Flavia Domitilla Major was the wife of the Roman Emperor Vespasian and mother of the emperors Titus and Domitian. She died before her husband became emperor in 69 AD. After her death she is thought to have been deified by the name Diva Domitilla.

Life

Flavia Domitilla was born in Sabratha to Italic colonists who had moved there during the reign of Augustus. She was the daughter of Flavius Liberalis, a humble quaestor’s clerk from Ferentium (modern Ferento), a country town in Italy. 

Before her marriage, she was in residence with Statilius Capella, an equestrian also from Sabratha. Her role in this relationship is characterized by Suetonius with the term delicata (Dom. 3), which in this context is taken to mean "the favorite of" Statilius and is commonly used to imply a sexual relationship between the two. Regardless of the exact circumstances surrounding this relationship, the context suggests that Domitilla filled some servile role within the estate of Statilius. In Suetonius she is described as being of Latin rank (Dom. 3), though in the Epitome de Caesaribus she is designated as a liberta (freedwoman) (Ерit. de Caes. X.1). In a case established by her father, Domitilla's status was raised to that of a freeborn Roman citizen through the approval of the arbiters.

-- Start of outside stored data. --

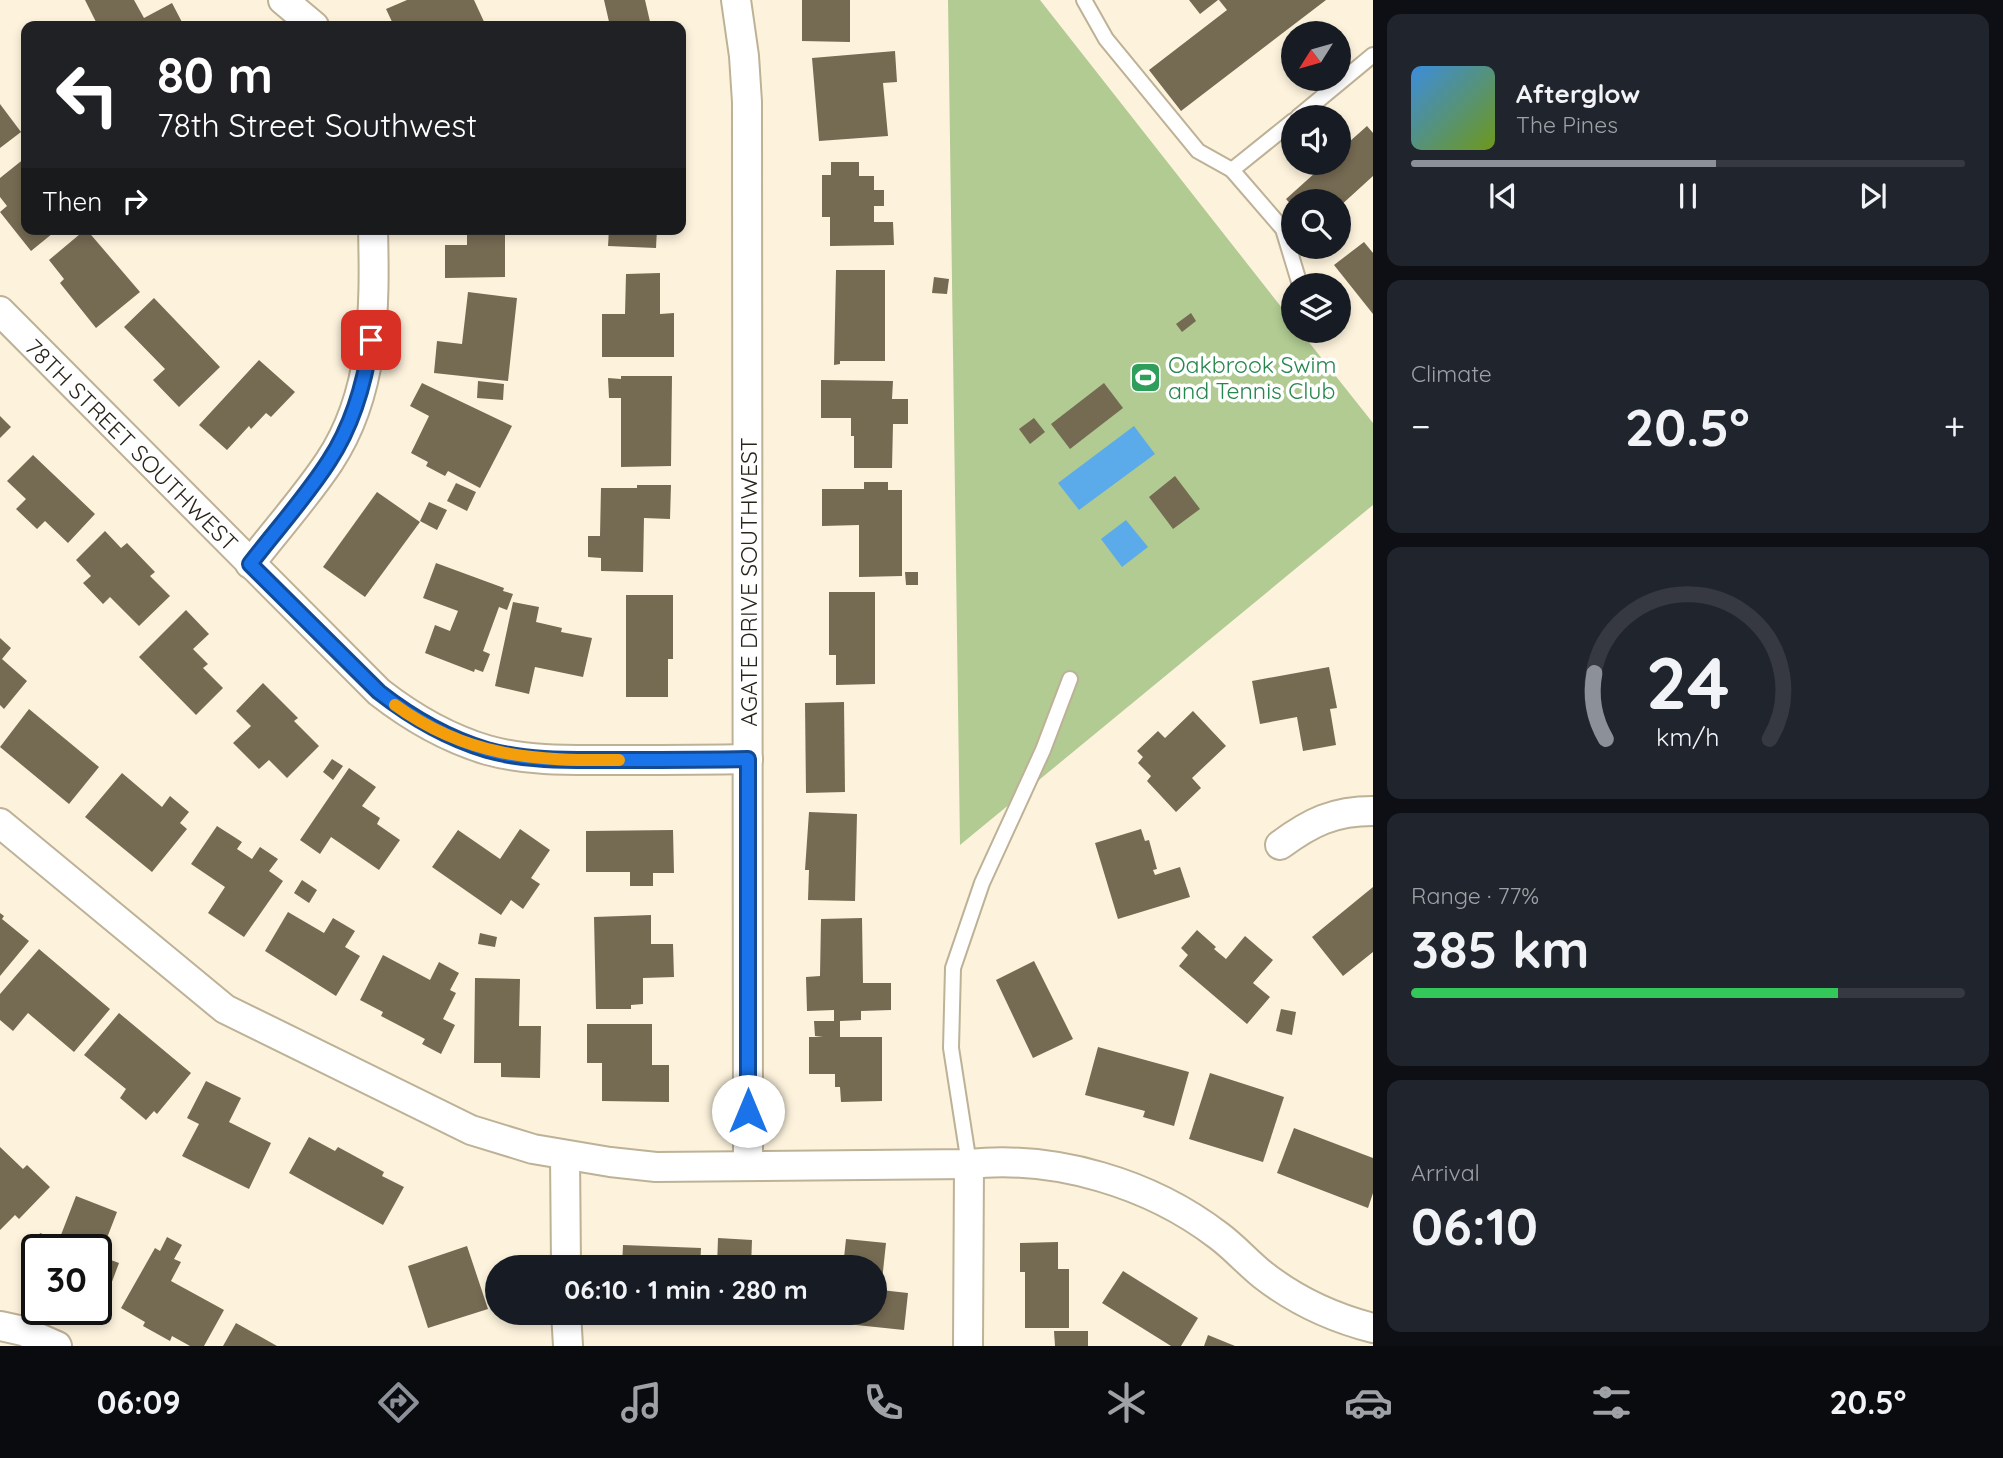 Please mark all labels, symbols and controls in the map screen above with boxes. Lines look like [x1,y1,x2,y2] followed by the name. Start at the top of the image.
[1281,21,1351,91] north arrow
[1281,21,1351,343] map controls
[157,44,273,105] text: 80 m
[42,49,133,140] icon: left
[1516,77,1640,110] text: Afterglow
[157,105,477,145] text: 78th Street Southwest
[1281,105,1351,175] button: sound
[1516,110,1618,139] text: The Pines
[1484,177,1522,215] icon: previous
[1669,177,1707,215] icon: pause
[1854,177,1892,215] icon: next
[116,182,154,220] icon: right
[42,185,102,218] text: Then
[1281,189,1351,259] button: search
[1281,273,1351,343] button: layers
[341,310,401,370] pin
[352,321,390,359] icon: arrive
[20,333,244,557] street label: 78TH STREET SOUTHWEST
[1168,350,1337,405] place label: Oakbrook Swim and Tennis Club
[1411,359,1492,388] text: Climate
[1128,360,1162,394] sports icon: Oakbrook Swim and Tennis Club
[1625,394,1750,459] text: 20.5°
[1411,402,1431,450] text: −
[1944,402,1965,450] text: +
[734,437,763,727] street label: AGATE DRIVE SOUTHWEST
[1646,636,1730,727] text: 24
[1656,721,1720,752] text: km/h
[1411,881,1539,910] text: Range · 77%
[1411,916,1589,981] text: 385 km
[711,1074,785,1148] position arrow
[1411,1158,1480,1187] text: Arrival
[1411,1193,1538,1258] text: 06:10
[21,1234,112,1325] speed limit sign: 30
[564,1273,808,1306] text: 06:10 · 1 min · 280 m
[374,1378,423,1427] icon: directions
[617,1378,666,1427] icon: music
[859,1378,908,1427] icon: phone
[1102,1378,1151,1427] icon: climate
[1344,1378,1393,1427] icon: car
[1587,1378,1636,1427] icon: filters
[97,1382,181,1422] text: 06:09
[1829,1382,1906,1422] text: 20.5°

She and Vespasian likely married between the years of 37-39 AD, during the establishment of Vespasian's senatorial career. In addition to the emperors Titus and Domitian, Domitilla and Vespasian also had a daughter by the name Domitilla the Younger.

Death 
Both her cause of death and exact date of death are unknown, though Suetonius (Dom. 3) states that both she and her daughter, Domitilla the Younger, passed before Vespasian's acclamation as emperor.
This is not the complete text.